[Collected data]
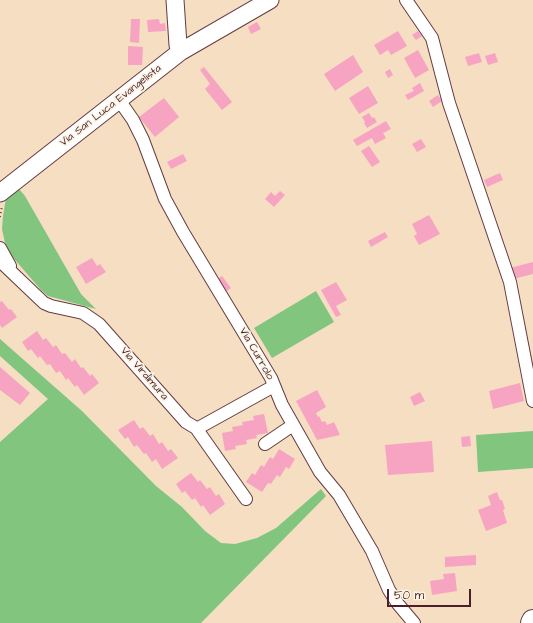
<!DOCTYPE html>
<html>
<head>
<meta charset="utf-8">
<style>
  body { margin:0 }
  #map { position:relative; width:533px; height:623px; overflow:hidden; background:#f5dec2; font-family:"Architects Daughter",sans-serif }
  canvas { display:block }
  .scale { position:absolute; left:387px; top:589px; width:84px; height:18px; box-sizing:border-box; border:2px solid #4a1f2b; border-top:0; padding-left:5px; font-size:12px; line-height:14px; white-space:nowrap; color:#4a1f2b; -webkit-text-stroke:3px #fcf5e5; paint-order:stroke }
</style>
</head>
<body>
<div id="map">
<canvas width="533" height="623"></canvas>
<div class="scale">50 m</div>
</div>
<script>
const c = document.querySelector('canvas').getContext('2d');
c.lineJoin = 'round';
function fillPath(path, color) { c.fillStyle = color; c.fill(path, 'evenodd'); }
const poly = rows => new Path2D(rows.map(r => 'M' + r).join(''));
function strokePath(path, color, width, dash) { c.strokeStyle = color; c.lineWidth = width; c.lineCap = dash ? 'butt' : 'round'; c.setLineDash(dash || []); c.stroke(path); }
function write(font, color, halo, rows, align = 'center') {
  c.font = font + ' "Architects Daughter",sans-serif'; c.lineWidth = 3.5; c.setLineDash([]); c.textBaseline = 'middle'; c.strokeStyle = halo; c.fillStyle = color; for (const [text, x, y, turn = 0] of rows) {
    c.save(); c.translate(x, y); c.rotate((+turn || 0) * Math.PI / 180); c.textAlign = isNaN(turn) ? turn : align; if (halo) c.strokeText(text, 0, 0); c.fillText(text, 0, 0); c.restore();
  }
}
fillPath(poly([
  [19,189,25,196,81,294,96,309,48,296,41,290,10,254,5,243,2,229,3,216,6,198],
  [316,291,334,322,272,358,254,328],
  [0,339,82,411,156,486,182,507,205,531,221,543,235,544,257,538,276,528,321,489,326,496,201,623,0,623,0,442,48,399,0,356],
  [533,431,533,468,478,472,476,435]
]), '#81c57f');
fillPath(poly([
  [131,19,140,19,139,43,130,42],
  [159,19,160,24,165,23,166,31,148,32,147,20],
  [257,22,261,29,251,34,248,27],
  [398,31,407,46,391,55,388,50,380,55,374,45],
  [418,31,422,36,416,40,412,35],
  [128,46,143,47,142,65,128,65],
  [418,50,429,70,415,78,404,58],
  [479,53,482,62,468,66,465,57],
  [495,53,498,62,488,65,485,56],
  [353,55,363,72,335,91,324,74],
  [204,67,232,102,222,110,205,89,210,84,200,70],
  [390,69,393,75,388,78,385,72],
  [420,83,424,91,408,100,405,95,414,91,412,88],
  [368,86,378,103,359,114,349,98],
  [438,95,442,101,433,107,429,101],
  [164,98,179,117,155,137,139,117],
  [369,113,372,118,374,117,377,122,367,128,364,123,365,122,362,117],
  [386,121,391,129,383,133,386,138,375,144,372,138,357,146,353,140],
  [421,139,426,147,417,152,412,144],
  [369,146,380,162,372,167,361,151],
  [183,154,187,161,171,169,167,162],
  [500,173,503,180,487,187,484,180],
  [280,191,285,195,274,207,265,199,271,192,275,196],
  [429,215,440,234,419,245,414,236,417,234,412,224],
  [385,232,388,237,371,247,368,241],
  [92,258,97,266,100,264,106,272,86,284,76,267],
  [533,262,533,274,513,279,510,268],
  [222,276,231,288,224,293,215,281],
  [336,282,347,300,336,306,341,315,336,317,321,290],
  [2,301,9,310,11,309,17,317,2,328,0,325,0,302],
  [37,331,43,340,46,338,53,347,56,345,62,354,65,353,72,362,75,359,81,368,83,367,90,376,92,374,99,383,84,395,77,385,75,387,68,378,66,380,60,371,56,373,50,364,47,365,40,356,38,358,31,349,28,351,22,342],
  [0,367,30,393,20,405,0,390],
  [520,383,524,401,493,409,489,391],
  [317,390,326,407,316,413,318,417,319,416,322,422,325,421,327,425,334,422,340,435,317,440,296,401],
  [420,392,425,401,414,406,410,397],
  [264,414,268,433,256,435,257,438,246,440,247,444,235,446,236,449,225,451,222,433,233,431,232,427,243,425,242,422,254,420,253,416],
  [134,420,140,429,143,427,150,436,153,434,159,444,162,442,168,451,171,449,178,458,162,469,156,459,152,462,146,453,144,454,137,445,134,447,128,437,125,439,118,430],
  [470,436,471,446,462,447,461,437],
  [432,441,434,472,388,475,385,445],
  [279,449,295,459,289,469,286,467,280,477,277,475,271,484,268,483,262,492,246,482,252,473,255,475,261,465,264,467,270,457,273,459],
  [191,473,198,482,200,480,207,489,210,487,216,496,219,494,225,504,210,515,203,505,201,507,195,498,192,500,185,491,182,493,176,484],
  [497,492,500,500,502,500,505,509,503,510,507,523,486,531,478,510,491,505,488,496],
  [476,555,476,565,445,567,445,557],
  [455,573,457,591,432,595,430,581,444,579,443,574]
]), '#f7a4c3');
const minor = poly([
  [406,0,432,38,449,103,510,282,533,401],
  [119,100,133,120,143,140,165,199,183,232,271,378,282,405,320,472,339,495,372,551,389,590,398,604,414,623],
  [0,248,10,266],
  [0,261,44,303,51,306,83,313,99,324,186,422,196,428,200,427,274,386],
  [196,428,246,499],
  [265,444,293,425]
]);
const secondary = poly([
  [175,0,178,45,180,52],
  [0,193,180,52,270,0]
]);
const motorway = poly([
  [532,623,533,621]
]);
strokePath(minor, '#643c42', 14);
strokePath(secondary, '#643c42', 19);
strokePath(motorway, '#643c42', 24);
strokePath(poly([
  [0,217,2,206]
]), '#643c42', 2, [1, 3]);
strokePath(minor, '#fff', 12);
strokePath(secondary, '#fff', 17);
strokePath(motorway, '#fff', 22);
write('11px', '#4a1f2b', '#fcf5e5', [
  ["Via San Luca Evangelista",111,106,-38],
  ["Via Currolo",256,354,60],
  ["Via Virdimura",144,374,49]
]);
</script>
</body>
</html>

§ **TASK STATEMENT**: Read the entries and show each line that mentions "rows".

§ **WRITTEN SOLUTION**:
const poly = rows => new Path2D(rows.map(r => 'M' + r).join(''));
function write(font, color, halo, rows, align = 'center') {
  c.font = font + ' "Architects Daughter",sans-serif'; c.lineWidth = 3.5; c.setLineDash([]); c.textBaseline = 'middle'; c.strokeStyle = halo; c.fillStyle = color; for (const [text, x, y, turn = 0] of rows) {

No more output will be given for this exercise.